Red Hat did release RHEL 8.7 earlier this week and ELRepo has already released packages for it.
Those “el8_7” kmods work only with the 8.7’s 4.18.0-425.* kernels.
The ELRepo “el8_6” kmods work only with the 8.6’s 4.18.0-372.* kernels.

3 Likes

Back in the old days (between 2001 and 2017 if I remember correctly) I’ve been using Slackware as my “workhorse” distribution. On machines with an NVidia video card, I would simply download and install the proprietary driver from NVidia.com. And whenever there was a kernel update, I would reboot in runlevel 3, rebuild the NVidia driver for this new kernel, and then boot to runlevel 4 (which was and still is Slackware’s graphical runlevel).

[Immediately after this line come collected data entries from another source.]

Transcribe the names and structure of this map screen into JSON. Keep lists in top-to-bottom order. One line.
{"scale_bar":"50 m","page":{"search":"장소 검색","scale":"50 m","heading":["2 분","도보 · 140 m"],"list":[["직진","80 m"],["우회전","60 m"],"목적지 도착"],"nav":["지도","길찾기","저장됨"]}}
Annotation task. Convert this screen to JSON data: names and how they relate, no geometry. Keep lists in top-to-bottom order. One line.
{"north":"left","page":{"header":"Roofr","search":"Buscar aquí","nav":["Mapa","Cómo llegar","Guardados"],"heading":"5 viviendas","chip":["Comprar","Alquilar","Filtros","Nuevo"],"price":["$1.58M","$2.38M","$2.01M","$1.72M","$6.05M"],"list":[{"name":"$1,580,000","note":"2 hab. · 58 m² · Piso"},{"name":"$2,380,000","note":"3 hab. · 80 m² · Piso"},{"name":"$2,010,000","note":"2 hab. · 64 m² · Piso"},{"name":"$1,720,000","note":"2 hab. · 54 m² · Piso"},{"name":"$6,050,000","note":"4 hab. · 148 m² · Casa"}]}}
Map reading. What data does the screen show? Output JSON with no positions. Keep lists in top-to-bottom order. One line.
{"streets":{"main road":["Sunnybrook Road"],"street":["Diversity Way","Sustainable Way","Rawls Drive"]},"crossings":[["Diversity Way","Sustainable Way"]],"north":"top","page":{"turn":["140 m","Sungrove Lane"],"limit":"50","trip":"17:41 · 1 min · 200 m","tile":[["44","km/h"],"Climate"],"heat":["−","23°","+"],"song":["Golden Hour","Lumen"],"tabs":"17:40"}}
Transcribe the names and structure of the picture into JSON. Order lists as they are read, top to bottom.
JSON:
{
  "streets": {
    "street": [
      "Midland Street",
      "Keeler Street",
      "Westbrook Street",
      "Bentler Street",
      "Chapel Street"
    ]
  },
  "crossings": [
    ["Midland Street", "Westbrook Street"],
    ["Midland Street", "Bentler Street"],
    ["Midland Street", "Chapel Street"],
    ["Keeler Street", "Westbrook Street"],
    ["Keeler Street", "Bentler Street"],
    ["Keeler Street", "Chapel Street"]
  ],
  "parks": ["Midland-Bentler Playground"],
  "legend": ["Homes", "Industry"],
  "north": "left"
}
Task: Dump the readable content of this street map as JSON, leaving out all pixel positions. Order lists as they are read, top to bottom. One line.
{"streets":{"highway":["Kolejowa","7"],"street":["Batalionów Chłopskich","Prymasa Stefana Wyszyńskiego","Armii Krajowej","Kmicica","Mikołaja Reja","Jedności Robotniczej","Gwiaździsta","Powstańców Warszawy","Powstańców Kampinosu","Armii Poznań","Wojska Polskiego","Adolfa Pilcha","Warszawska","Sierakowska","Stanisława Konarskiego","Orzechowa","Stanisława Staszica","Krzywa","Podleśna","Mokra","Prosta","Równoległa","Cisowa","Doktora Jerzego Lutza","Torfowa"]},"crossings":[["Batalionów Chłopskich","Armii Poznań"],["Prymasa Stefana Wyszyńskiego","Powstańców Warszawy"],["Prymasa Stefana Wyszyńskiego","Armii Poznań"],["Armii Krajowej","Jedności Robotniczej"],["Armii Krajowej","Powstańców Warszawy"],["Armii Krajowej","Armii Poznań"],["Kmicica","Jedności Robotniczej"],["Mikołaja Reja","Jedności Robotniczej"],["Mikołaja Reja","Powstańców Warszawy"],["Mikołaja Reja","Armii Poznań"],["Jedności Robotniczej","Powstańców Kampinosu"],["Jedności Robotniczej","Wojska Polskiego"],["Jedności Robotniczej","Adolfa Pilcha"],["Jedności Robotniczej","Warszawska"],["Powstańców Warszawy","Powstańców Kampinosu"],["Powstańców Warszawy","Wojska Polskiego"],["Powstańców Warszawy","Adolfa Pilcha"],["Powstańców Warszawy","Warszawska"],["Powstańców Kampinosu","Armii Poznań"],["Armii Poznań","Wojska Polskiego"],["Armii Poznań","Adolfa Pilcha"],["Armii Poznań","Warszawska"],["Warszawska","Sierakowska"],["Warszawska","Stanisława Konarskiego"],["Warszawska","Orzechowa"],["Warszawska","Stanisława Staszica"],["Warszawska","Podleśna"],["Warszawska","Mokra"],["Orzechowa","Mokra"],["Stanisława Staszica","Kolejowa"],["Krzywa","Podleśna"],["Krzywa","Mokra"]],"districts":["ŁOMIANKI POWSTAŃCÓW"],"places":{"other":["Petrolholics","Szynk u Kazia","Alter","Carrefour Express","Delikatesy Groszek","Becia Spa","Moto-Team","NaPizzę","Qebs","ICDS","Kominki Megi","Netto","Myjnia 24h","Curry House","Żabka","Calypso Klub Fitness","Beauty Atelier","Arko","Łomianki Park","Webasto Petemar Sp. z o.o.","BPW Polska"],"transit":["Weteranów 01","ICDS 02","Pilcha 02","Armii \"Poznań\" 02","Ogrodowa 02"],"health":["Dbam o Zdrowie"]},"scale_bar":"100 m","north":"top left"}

As far as I understand (and please correct me if I’m wrong), the purpose of DKMS in some distributions is to automate this kind of task. So my somewhat naive assumption would be that the “best” way to manage proprietary NVidia drivers would be to use the “upstream” proprietary drivers from NVidia.com along with DKMS. This would allow me to avoid situations like these, where there’s a version lag in the official vs. third-party repositories.

What’s your take on this ?

Back then NVidia offered its proprietary driver as “*.run” sh-script. Today NVidia, ELRepo, RPMfusion (and perhaps some others) do offer them RPM-packaged, as Yum-repositories. NVidia probably did create their repo mainly to distribute CUDA packages.

All but ELRepo do actually use the dkms – kernel module is built for kernel during boot, if it is not already there.

ELRepo does exploit the fact that all RHEL kernels within point update remain compatible and therefore there is no need to build the module more than once per point update. The ELRepo version of the package has been very easy to use.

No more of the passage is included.